Instructions for the task:
List each line of the data that holds the string "margin".

Input data:
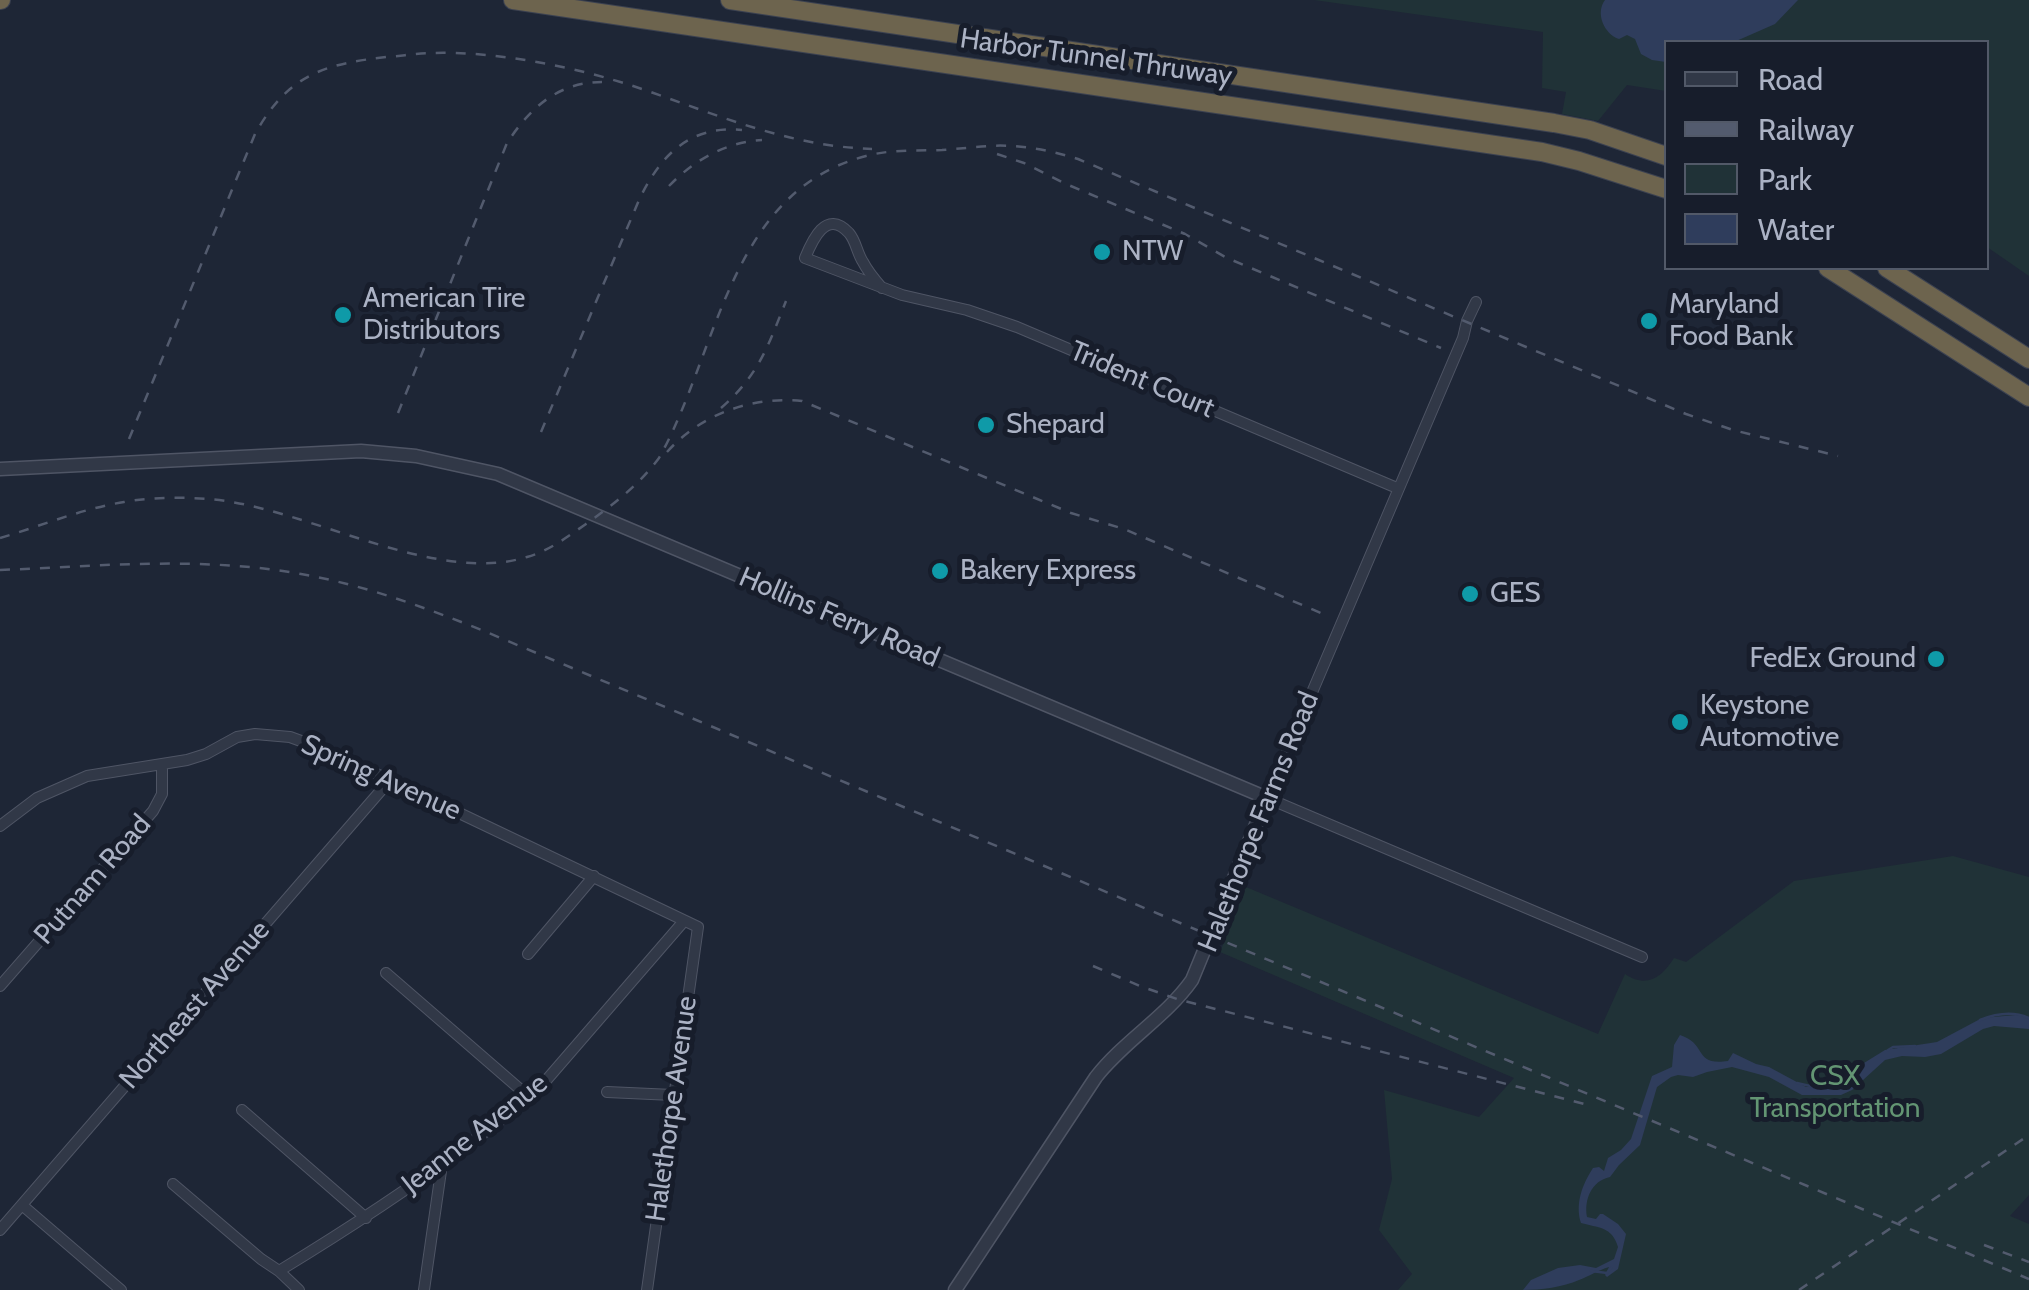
<!DOCTYPE html>
<style>
body{margin:0}
#map{position:relative;width:2029px;height:1290px;overflow:hidden;background:#1e2636;font-family:Cabin,sans-serif}
canvas{display:block}
.legend{position:absolute;left:1664px;top:40px;width:325px;height:230px;box-sizing:border-box;background:#171d2b;border:2px solid #525968;margin:0;padding:12px 18px;list-style:none;font-size:30px;color:#abb2c4}
.legend li{display:flex;align-items:center;gap:20px;height:50px}
.legend b{width:50px;border:2px solid #525968}
</style>
<div id="map">
<canvas width="2029" height="1290"></canvas>
<ul class="legend">
<li><b style="height:12px;background:#313847"></b>Road</li>
<li><b style="height:12px;background:#535b6e"></b>Railway</li>
<li><b style="height:28px;background:#203237"></b>Park</li>
<li><b style="height:28px;background:#2f3d5c"></b>Water</li>
</ul>
</div>
<script>
const ctx = document.querySelector('canvas').getContext('2d');
ctx.lineJoin = 'round';
function fillPath(path, color) { ctx.fillStyle = color; ctx.fill(path, 'evenodd'); }
function strokePath(path, color, width, dash) { ctx.strokeStyle = color; ctx.lineWidth = width; ctx.lineCap = dash ? 'butt' : 'round'; ctx.setLineDash(dash || []); ctx.stroke(path); }
function drawText(font, color, halo, rows, align = 'center') {
  ctx.font = font + ' Cabin,sans-serif'; ctx.lineWidth = 10; ctx.setLineDash([]); ctx.textBaseline = 'middle'; ctx.strokeStyle = halo; ctx.fillStyle = color; for (const [text, x, y, turn = 0] of rows) {
    ctx.save(); ctx.translate(x, y); ctx.rotate((+turn || 0) * Math.PI / 180); ctx.textAlign = isNaN(turn) ? turn : align; if (halo) ctx.strokeText(text, 0, 0); ctx.fillText(text, 0, 0); ctx.restore();
  }
}
const green = new Path2D(`
 M1314 0H2029V276L1987 247 1986 42H1666V91L1627 85 1598 121 1562 114 1566 92 1542 88 1543 32Z
 M1953 856 2029 877V1195L2010 1216 2029 1224V1290H1398L1412 1274 1379 1230 1392 1179 1384 1090 1479 1117 1514 1078 1220 952 1246 887 1598 1034 1625 974C1647 989 1662 977 1674 958L1686 962 1794 881Z`);
const water = new Path2D(`
 M1605 0H1798L1775 24 1734 42H1666V62L1652 60 1641 54 1635 39 1627 35 1619 39C1604 34 1595 13 1605 0Z
 M2016 1015 2029 1017V1029L1994 1026 1983 1029 1941 1054 1925 1057 1902 1056 1885 1060 1852 1090 1841 1095H1802L1769 1077 1732 1067 1707 1072 1693 1077 1678 1075 1671 1077 1657 1087 1640 1145 1619 1165 1610 1177C1591 1181 1584 1200 1587 1217L1596 1219 1600 1214H1603L1618 1224 1626 1234 1618 1269 1607 1277 1605 1275 1609 1267C1596 1271 1590 1276 1579 1280 1563 1287 1541 1290 1523 1290L1531 1280 1558 1268 1580 1265 1596 1268 1614 1259 1618 1247C1612 1226 1598 1228 1581 1223 1575 1204 1582 1185 1593 1168L1599 1167 1604 1171 1608 1158 1621 1150 1631 1139 1652 1076 1672 1067 1674 1045 1680 1035C1708 1044 1693 1066 1728 1061L1733 1053 1756 1064 1769 1067 1806 1087H1839L1864 1063 1885 1050 1937 1042 1982 1018Z`);
const stream = new Path2D(`
 M1980 1020C1995 1014 2013 1011 2029 1018
 M1888 1050 1893 1047 1915 1046
 M1797 1083 1819 1088
 M1832 1087H1839L1847 1082
 M1591 1271 1607 1273 1611 1268`);
const minor = new Path2D(`
 M882 288C875 280 868 272 863 262 857 253 856 241 849 233 826 208 812 241 805 258L902 295 967 310 1017 327 1397 488
 M1476 302 1467 321 1463 338 1267 798 1642 957
 M0 826 37 798 87 776 187 760 206 754 237 737 255 734 290 737 312 745 390 780 698 927 647 1290
 M528 954 594 876
 M386 973 529 1097
 M0 986 153 811 162 794V764
 M607 1092 673 1095
 M242 1110 366 1218
 M173 1184 261 1259 279 1271 299 1290
 M22 1205 121 1290
 M0 1230 390 780
 M279 1271C343 1232 405 1192 465 1147 492 1127 518 1107 543 1084L684 921
 M424 1290 442 1164`);
const tertiary = new Path2D(`
 M0 469 361 451 416 456 498 474 1267 798 1192 980C1166 1017 1124 1041 1096 1077L955 1290`);
const motorway = new Path2D(`
 M0 0H1
 M513 0 1542 152 1579 161 1666 189
 M730 0 1554 123 1590 130 1666 156
 M1828 268 2029 397
 M1887 268 2029 359`);
const rail = new Path2D(`
 M997 154 1024 163 1066 184 1185 234 1227 258 1441 348
 M669 186C694 160 726 142 762 140
 M721 408C759 375 768 346 786 301
 M398 413 507 143C530 108 558 82 602 82
 M541 432 639 200C660 156 689 125 742 130
 M129 439 255 134C288 75 323 64 387 57 402 56 417 53 432 53 496 51 576 67 636 87 716 114 786 146 872 149
 M667 452C701 414 752 396 802 401L1071 513 1124 529 1328 616
 M0 538C41 526 81 509 124 502 152 497 180 497 208 499 305 506 433 586 527 557 549 551 567 537 586 524 614 504 639 485 659 458 718 353 729 191 866 156 892 149 917 151 942 150 958 149 973 147 988 146 1019 144 1049 150 1078 159L1686 414 1733 430 1838 456
 M0 570C100 566 201 556 301 574 364 585 424 607 484 631L2029 1279
 M1093 966 1140 986 1177 999 1588 1105
 M1984 1245 2029 1262
 M1799 1290 2029 1135`);
const markers = [
 [1102,252,10,"#0f9aa8"],
 [343,315,10,"#0f9aa8"],
 [1649,321,10,"#0f9aa8"],
 [986,425,10,"#0f9aa8"],
 [940,571,10,"#0f9aa8"],
 [1470,594,10,"#0f9aa8"],
 [1936,659,10,"#0f9aa8"],
 [1680,722,10,"#0f9aa8"]
];
const streetNames = [
 ["Harbor Tunnel Thruway",1096,58,8],
 ["Trident Court",1142,380,23],
 ["Hollins Ferry Road",839,618,23],
 ["Spring Avenue",381,778,24],
 ["Halethorpe Farms Road",1259,822,-68],
 ["Putnam Road",93,880,-49],
 ["Northeast Avenue",195,1005,-49],
 ["Halethorpe Avenue",672,1109,-82],
 ["Jeanne Avenue",475,1134,-38]
];
const poiNames = [
 ["NTW",1122,252],
 ["American Tire",363,299],
 ["Distributors",363,331],
 ["Maryland",1669,305],
 ["Food Bank",1669,337],
 ["Shepard",1006,425],
 ["Bakery Express",960,571],
 ["GES",1490,594],
 ["FedEx Ground",1916,659,"right"],
 ["Keystone",1700,706],
 ["Automotive",1700,738]
];
const parkNames = [
 ["CSX",1835,1077],
 ["Transportation",1835,1109]
];
fillPath(green, '#203237');
fillPath(water, '#2f3d5c');
strokePath(stream, '#2f3d5c', 2.5);
strokePath(minor, '#4f5565', 12);
strokePath(tertiary, '#4f5565', 15);
strokePath(motorway, '#3c4251', 20);
strokePath(minor, '#313847', 10);
strokePath(tertiary, '#313847', 12);
strokePath(motorway, '#6d644e', 18);
strokePath(rail, '#535b6e', 2.5, [10, 10]);
for (const [x, y, r, color] of markers) { const dot = new Path2D(); dot.arc(x, y, r, 0, 2 * Math.PI); ctx.fillStyle = color; ctx.fill(dot); strokePath(dot, '#171d2b', 4); }
drawText('28px', '#abb2c4', '#171d2b', streetNames);
drawText('28px', '#abb2c4', '#171d2b', poiNames, 'left');
drawText('28px', '#639573', '#171d2b', parkNames);
</script>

Task solution:
body{margin:0}
.legend{position:absolute;left:1664px;top:40px;width:325px;height:230px;box-sizing:border-box;background:#171d2b;border:2px solid #525968;margin:0;padding:12px 18px;list-style:none;font-size:30px;color:#abb2c4}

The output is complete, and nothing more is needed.